→ Your task
Below is a listing. Gather each line of it that contains "ВЛКСМ".

++++++++++

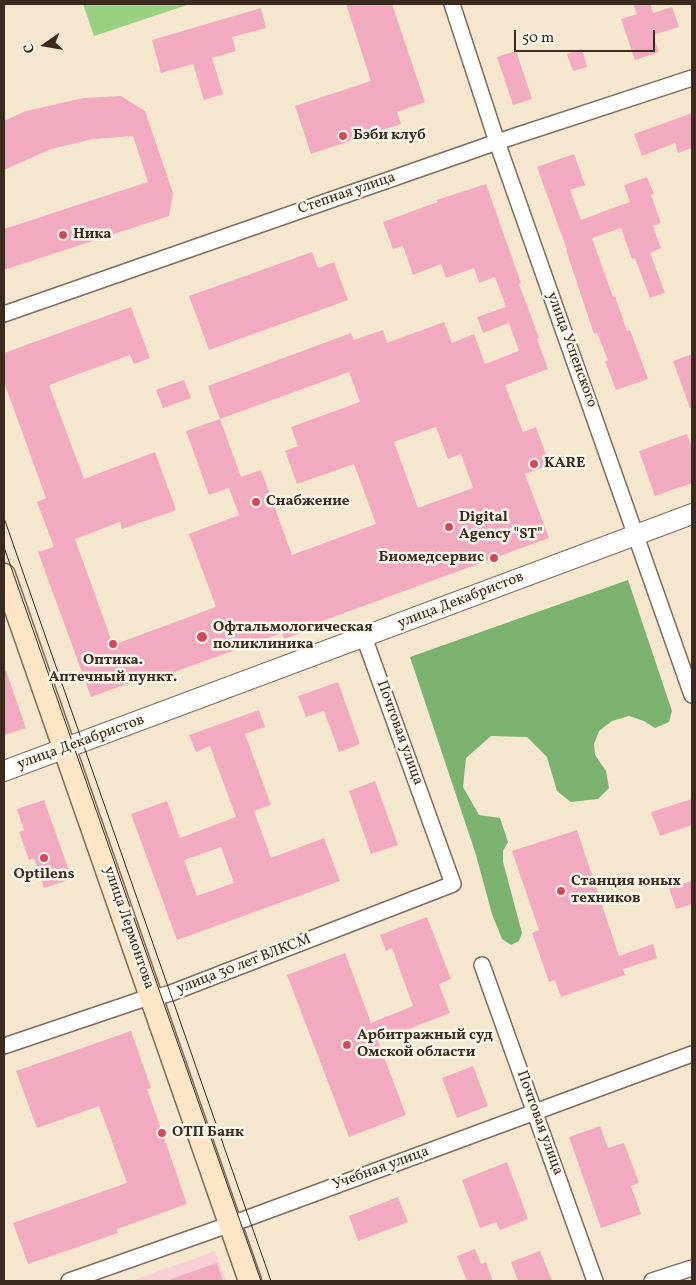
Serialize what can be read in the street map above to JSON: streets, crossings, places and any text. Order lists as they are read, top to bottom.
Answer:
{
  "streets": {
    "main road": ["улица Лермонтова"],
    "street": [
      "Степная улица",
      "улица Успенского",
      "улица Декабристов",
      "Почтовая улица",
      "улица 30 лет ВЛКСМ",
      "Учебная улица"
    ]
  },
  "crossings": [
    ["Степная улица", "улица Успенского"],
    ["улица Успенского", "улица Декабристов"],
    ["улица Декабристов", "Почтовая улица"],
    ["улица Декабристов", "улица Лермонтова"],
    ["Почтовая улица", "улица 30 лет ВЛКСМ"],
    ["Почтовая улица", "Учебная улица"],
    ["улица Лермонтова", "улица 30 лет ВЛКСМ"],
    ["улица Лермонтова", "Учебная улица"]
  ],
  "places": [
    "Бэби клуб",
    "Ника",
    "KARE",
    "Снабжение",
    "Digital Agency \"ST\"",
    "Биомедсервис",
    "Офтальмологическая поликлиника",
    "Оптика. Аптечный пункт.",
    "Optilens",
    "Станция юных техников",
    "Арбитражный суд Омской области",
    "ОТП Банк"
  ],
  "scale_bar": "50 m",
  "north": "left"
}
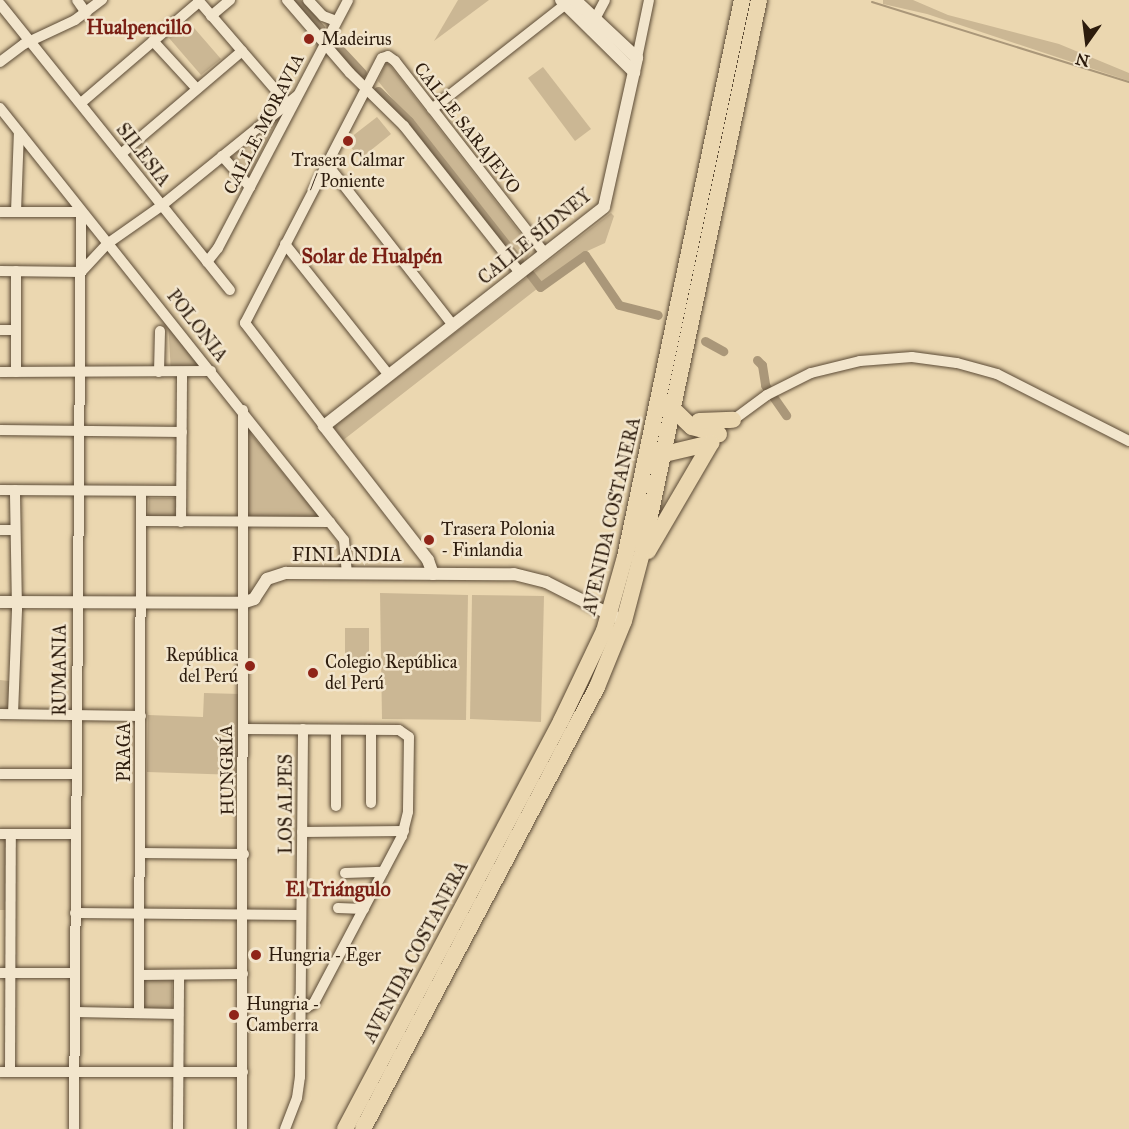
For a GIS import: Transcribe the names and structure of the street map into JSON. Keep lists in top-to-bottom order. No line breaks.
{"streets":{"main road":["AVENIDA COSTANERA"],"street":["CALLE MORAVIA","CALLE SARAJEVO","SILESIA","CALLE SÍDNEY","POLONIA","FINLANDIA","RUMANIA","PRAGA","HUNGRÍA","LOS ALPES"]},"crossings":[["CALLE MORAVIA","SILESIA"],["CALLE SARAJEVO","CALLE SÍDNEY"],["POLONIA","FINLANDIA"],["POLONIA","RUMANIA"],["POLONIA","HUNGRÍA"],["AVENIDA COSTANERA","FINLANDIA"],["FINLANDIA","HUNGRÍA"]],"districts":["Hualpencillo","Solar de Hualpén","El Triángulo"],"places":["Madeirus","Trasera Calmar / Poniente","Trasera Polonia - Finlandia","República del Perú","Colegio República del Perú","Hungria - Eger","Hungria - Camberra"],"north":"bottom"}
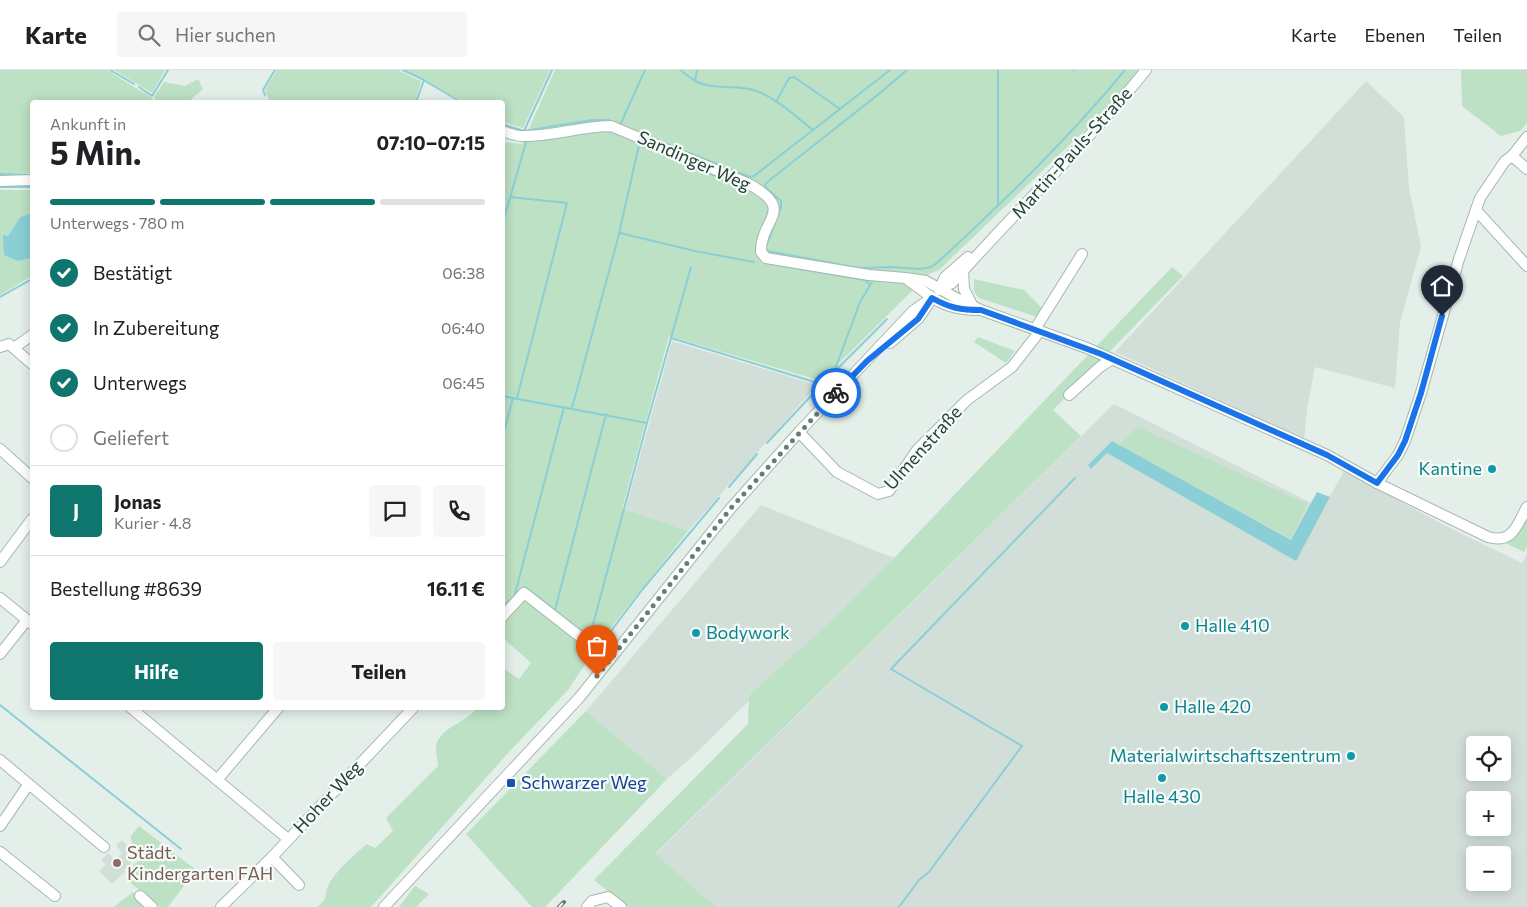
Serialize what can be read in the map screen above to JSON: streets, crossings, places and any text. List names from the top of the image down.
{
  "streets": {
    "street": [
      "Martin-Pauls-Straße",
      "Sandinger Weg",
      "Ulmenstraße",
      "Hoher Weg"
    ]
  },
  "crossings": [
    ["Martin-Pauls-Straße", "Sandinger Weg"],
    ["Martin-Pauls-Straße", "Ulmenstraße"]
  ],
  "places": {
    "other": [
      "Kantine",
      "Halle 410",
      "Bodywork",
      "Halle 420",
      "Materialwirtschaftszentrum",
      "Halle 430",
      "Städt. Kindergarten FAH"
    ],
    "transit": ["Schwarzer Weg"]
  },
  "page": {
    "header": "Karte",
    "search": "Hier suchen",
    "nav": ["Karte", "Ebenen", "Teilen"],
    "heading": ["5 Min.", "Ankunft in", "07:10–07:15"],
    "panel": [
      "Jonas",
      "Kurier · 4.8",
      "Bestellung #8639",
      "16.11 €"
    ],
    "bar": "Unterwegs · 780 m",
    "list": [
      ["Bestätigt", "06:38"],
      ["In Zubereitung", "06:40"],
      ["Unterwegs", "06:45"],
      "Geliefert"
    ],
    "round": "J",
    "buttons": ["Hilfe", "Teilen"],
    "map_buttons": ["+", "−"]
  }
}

++++++++++

→ Task response
      "улица 30 лет ВЛКСМ",
    ["Почтовая улица", "улица 30 лет ВЛКСМ"],
    ["улица Лермонтова", "улица 30 лет ВЛКСМ"],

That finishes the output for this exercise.